[PATCH 1/2] Avoid blocking all APIs during incoming migration

[Date Prev][Date Next][Thread Prev][Thread Next][Date Index][Thread Index]

 



During incoming migration the QEMU monitor is not able to be
used. The incoming migration code did not keep hold of the
job lock because migration is split across multiple API calls.
This meant that further monitor commands on the guest would
hang until migration finished with no timeout.

In this change the qemuDomainMigratePrepare method sets the
job flag just before it returns. The qemuDomainMigrateFinish
method checks for this job flag & clears it once done. This
prevents any use of the monitor between prepare+finish steps.

The qemuDomainGetJobInfo method is also updated to refresh
the job elapsed time.
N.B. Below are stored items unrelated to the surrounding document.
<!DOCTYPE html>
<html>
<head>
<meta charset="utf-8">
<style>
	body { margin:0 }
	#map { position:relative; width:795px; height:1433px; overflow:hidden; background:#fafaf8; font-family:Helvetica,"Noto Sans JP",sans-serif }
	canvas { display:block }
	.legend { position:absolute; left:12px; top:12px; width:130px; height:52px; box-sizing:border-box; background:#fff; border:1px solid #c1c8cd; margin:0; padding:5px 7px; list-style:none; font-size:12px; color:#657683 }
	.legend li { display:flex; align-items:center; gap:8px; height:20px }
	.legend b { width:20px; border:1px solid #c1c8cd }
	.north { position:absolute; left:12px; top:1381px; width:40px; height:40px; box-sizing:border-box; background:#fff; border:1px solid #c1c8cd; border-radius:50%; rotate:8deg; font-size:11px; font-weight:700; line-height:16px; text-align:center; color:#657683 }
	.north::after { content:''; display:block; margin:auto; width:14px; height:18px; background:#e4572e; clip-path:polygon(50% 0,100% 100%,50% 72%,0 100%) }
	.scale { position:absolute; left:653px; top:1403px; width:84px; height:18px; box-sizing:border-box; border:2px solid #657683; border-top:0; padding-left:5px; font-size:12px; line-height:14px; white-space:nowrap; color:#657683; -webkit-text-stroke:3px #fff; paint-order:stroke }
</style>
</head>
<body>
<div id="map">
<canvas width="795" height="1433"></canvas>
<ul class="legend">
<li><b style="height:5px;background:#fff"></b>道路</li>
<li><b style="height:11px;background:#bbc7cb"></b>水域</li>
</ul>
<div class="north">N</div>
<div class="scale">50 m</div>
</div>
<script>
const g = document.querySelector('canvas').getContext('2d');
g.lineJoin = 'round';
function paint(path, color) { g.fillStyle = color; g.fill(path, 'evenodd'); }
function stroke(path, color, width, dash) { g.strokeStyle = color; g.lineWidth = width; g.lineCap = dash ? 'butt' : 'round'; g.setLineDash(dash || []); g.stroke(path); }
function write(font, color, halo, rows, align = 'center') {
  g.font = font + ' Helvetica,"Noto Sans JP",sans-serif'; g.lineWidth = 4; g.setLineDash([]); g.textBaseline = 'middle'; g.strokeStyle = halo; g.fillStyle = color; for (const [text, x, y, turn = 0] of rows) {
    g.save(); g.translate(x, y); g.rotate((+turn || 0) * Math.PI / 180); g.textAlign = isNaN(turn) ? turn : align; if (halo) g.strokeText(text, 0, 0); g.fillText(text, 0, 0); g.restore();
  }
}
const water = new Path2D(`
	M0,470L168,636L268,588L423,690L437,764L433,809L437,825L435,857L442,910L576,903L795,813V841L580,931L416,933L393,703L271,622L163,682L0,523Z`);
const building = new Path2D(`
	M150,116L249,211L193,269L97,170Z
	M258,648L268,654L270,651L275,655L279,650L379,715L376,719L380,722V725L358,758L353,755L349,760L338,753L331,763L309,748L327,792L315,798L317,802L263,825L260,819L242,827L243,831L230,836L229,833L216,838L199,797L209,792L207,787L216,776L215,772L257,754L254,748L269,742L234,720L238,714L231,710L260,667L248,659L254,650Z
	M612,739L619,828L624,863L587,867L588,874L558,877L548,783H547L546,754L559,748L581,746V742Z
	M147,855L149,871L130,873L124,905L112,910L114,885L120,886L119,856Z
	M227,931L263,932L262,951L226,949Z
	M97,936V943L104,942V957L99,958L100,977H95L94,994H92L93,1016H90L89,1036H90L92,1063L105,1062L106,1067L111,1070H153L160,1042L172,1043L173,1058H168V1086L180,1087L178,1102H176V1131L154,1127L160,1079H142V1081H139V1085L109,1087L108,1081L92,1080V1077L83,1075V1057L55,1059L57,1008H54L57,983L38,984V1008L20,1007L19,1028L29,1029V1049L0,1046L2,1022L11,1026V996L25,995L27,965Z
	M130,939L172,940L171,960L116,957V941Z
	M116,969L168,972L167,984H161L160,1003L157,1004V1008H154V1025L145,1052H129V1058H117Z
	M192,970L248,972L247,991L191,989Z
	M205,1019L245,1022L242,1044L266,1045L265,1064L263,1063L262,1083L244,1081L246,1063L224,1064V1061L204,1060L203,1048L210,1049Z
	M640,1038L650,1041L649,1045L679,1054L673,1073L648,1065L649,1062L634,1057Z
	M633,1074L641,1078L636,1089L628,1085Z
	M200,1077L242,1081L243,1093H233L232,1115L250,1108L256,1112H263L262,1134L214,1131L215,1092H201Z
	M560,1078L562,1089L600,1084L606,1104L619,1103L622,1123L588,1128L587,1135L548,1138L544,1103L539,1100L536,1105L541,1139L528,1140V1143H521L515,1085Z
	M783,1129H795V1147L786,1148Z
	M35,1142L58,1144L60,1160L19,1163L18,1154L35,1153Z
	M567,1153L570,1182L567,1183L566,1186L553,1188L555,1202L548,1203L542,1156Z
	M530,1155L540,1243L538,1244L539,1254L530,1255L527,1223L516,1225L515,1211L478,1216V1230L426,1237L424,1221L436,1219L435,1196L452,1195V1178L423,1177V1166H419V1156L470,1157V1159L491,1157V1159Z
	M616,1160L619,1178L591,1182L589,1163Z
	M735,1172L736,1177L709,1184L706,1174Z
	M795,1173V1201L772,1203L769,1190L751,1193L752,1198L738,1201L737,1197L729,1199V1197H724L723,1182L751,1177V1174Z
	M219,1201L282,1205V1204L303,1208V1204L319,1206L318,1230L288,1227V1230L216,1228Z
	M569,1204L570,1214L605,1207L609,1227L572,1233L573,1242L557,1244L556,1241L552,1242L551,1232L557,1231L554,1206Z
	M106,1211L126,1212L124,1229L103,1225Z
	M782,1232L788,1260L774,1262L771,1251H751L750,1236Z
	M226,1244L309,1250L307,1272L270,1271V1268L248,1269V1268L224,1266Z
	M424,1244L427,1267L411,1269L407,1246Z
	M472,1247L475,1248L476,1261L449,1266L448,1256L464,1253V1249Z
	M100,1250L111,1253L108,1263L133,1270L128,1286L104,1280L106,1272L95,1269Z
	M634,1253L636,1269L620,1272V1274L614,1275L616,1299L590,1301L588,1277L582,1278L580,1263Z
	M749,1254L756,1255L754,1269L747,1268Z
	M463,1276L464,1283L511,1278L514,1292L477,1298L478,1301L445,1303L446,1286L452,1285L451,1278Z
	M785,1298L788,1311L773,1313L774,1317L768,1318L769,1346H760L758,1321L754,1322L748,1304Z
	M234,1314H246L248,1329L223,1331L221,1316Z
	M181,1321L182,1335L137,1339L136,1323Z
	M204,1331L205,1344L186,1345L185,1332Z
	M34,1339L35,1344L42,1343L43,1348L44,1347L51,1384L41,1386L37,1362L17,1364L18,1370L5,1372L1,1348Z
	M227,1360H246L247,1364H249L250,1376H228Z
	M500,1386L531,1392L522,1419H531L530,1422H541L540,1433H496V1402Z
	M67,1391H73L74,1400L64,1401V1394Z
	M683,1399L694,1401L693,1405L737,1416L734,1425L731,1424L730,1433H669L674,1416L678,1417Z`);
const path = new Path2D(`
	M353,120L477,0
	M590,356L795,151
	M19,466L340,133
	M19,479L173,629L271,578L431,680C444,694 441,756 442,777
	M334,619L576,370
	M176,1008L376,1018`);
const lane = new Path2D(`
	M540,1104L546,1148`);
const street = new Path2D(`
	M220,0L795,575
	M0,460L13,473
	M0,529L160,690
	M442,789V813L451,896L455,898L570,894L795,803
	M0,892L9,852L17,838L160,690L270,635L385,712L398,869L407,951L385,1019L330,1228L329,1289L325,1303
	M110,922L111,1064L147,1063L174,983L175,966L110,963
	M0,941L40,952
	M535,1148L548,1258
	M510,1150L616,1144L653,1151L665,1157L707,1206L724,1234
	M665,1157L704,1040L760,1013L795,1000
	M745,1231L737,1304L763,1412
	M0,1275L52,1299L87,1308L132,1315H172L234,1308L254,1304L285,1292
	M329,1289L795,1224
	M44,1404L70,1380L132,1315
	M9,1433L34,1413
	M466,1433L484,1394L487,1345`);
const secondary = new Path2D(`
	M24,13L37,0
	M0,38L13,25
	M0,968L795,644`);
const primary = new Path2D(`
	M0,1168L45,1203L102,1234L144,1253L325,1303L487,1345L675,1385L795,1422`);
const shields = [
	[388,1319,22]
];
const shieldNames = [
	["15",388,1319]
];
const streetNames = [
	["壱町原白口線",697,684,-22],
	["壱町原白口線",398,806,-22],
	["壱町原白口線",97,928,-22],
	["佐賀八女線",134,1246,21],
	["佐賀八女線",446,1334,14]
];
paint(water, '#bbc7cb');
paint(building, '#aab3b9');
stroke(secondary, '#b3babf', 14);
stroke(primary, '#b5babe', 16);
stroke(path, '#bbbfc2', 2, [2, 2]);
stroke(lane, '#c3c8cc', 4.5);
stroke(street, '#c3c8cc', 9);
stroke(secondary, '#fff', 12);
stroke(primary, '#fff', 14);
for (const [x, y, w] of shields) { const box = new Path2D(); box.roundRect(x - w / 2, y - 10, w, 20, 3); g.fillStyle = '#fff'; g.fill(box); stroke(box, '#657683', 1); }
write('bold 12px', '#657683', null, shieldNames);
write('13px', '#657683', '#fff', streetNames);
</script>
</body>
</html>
This means that virsh domjobinfo can
return time data during incoming migration

* src/qemu/qemu_driver.c: Keep a job active during incoming
  migration. Refresh job elapsed time when returning job info
---
 src/qemu/qemu_driver.c |   80 +++++++++++++++++++++++++++++++++++++++++++++---
 1 files changed, 75 insertions(+), 5 deletions(-)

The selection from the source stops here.